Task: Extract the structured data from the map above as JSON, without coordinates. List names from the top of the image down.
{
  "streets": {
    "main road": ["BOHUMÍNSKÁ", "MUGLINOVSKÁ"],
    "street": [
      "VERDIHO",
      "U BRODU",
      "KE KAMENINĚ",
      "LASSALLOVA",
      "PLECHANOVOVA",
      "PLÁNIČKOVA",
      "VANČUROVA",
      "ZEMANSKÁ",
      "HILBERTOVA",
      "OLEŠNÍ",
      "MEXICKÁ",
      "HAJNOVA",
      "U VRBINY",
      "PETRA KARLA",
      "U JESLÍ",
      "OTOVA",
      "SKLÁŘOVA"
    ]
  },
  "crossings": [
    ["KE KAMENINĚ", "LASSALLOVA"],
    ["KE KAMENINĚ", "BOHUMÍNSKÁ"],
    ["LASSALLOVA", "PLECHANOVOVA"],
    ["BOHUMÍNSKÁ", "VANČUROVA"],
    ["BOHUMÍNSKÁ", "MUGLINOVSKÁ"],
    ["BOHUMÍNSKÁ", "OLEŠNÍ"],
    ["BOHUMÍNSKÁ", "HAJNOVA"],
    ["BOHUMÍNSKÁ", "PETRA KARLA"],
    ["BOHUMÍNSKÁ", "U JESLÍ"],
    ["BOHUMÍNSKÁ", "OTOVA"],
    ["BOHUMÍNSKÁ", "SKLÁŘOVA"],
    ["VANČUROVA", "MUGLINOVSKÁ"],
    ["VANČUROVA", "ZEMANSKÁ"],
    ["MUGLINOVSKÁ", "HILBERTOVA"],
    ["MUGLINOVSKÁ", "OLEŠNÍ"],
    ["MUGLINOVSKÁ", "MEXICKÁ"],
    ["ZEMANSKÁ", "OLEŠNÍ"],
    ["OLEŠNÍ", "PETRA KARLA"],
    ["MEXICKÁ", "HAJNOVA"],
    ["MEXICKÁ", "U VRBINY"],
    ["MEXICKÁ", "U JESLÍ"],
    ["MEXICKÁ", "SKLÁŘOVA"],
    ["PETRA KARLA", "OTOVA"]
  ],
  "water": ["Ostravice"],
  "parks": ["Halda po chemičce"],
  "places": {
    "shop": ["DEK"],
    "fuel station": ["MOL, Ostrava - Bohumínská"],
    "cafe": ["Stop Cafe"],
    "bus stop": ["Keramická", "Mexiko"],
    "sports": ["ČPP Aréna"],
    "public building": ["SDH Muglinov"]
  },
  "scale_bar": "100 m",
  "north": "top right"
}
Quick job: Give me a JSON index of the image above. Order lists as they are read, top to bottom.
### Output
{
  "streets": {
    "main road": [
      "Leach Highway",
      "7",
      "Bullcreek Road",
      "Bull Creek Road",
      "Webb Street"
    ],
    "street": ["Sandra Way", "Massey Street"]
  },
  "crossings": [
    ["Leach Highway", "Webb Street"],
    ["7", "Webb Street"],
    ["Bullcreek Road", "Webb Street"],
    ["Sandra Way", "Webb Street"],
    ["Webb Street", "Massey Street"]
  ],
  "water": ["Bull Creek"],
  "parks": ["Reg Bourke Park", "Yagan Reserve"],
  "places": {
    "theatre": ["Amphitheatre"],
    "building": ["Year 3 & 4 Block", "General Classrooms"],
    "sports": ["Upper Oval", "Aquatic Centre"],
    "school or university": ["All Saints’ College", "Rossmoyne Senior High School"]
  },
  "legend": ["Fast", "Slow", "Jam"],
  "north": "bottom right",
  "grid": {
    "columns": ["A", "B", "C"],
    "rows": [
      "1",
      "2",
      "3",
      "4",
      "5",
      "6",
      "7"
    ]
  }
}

- WHAT NEEDS TO BE DONE:
A verbatim copy of every entry is needed.

- RESPONSE:
Task: Extract the structured data from the map above as JSON, without coordinates. List names from the top of the image down.
{
  "streets": {
    "main road": ["BOHUMÍNSKÁ", "MUGLINOVSKÁ"],
    "street": [
      "VERDIHO",
      "U BRODU",
      "KE KAMENINĚ",
      "LASSALLOVA",
      "PLECHANOVOVA",
      "PLÁNIČKOVA",
      "VANČUROVA",
      "ZEMANSKÁ",
      "HILBERTOVA",
      "OLEŠNÍ",
      "MEXICKÁ",
      "HAJNOVA",
      "U VRBINY",
      "PETRA KARLA",
      "U JESLÍ",
      "OTOVA",
      "SKLÁŘOVA"
    ]
  },
  "crossings": [
    ["KE KAMENINĚ", "LASSALLOVA"],
    ["KE KAMENINĚ", "BOHUMÍNSKÁ"],
    ["LASSALLOVA", "PLECHANOVOVA"],
    ["BOHUMÍNSKÁ", "VANČUROVA"],
    ["BOHUMÍNSKÁ", "MUGLINOVSKÁ"],
    ["BOHUMÍNSKÁ", "OLEŠNÍ"],
    ["BOHUMÍNSKÁ", "HAJNOVA"],
    ["BOHUMÍNSKÁ", "PETRA KARLA"],
    ["BOHUMÍNSKÁ", "U JESLÍ"],
    ["BOHUMÍNSKÁ", "OTOVA"],
    ["BOHUMÍNSKÁ", "SKLÁŘOVA"],
    ["VANČUROVA", "MUGLINOVSKÁ"],
    ["VANČUROVA", "ZEMANSKÁ"],
    ["MUGLINOVSKÁ", "HILBERTOVA"],
    ["MUGLINOVSKÁ", "OLEŠNÍ"],
    ["MUGLINOVSKÁ", "MEXICKÁ"],
    ["ZEMANSKÁ", "OLEŠNÍ"],
    ["OLEŠNÍ", "PETRA KARLA"],
    ["MEXICKÁ", "HAJNOVA"],
    ["MEXICKÁ", "U VRBINY"],
    ["MEXICKÁ", "U JESLÍ"],
    ["MEXICKÁ", "SKLÁŘOVA"],
    ["PETRA KARLA", "OTOVA"]
  ],
  "water": ["Ostravice"],
  "parks": ["Halda po chemičce"],
  "places": {
    "shop": ["DEK"],
    "fuel station": ["MOL, Ostrava - Bohumínská"],
    "cafe": ["Stop Cafe"],
    "bus stop": ["Keramická", "Mexiko"],
    "sports": ["ČPP Aréna"],
    "public building": ["SDH Muglinov"]
  },
  "scale_bar": "100 m",
  "north": "top right"
}
Quick job: Give me a JSON index of the image above. Order lists as they are read, top to bottom.
### Output
{
  "streets": {
    "main road": [
      "Leach Highway",
      "7",
      "Bullcreek Road",
      "Bull Creek Road",
      "Webb Street"
    ],
    "street": ["Sandra Way", "Massey Street"]
  },
  "crossings": [
    ["Leach Highway", "Webb Street"],
    ["7", "Webb Street"],
    ["Bullcreek Road", "Webb Street"],
    ["Sandra Way", "Webb Street"],
    ["Webb Street", "Massey Street"]
  ],
  "water": ["Bull Creek"],
  "parks": ["Reg Bourke Park", "Yagan Reserve"],
  "places": {
    "theatre": ["Amphitheatre"],
    "building": ["Year 3 & 4 Block", "General Classrooms"],
    "sports": ["Upper Oval", "Aquatic Centre"],
    "school or university": ["All Saints’ College", "Rossmoyne Senior High School"]
  },
  "legend": ["Fast", "Slow", "Jam"],
  "north": "bottom right",
  "grid": {
    "columns": ["A", "B", "C"],
    "rows": [
      "1",
      "2",
      "3",
      "4",
      "5",
      "6",
      "7"
    ]
  }
}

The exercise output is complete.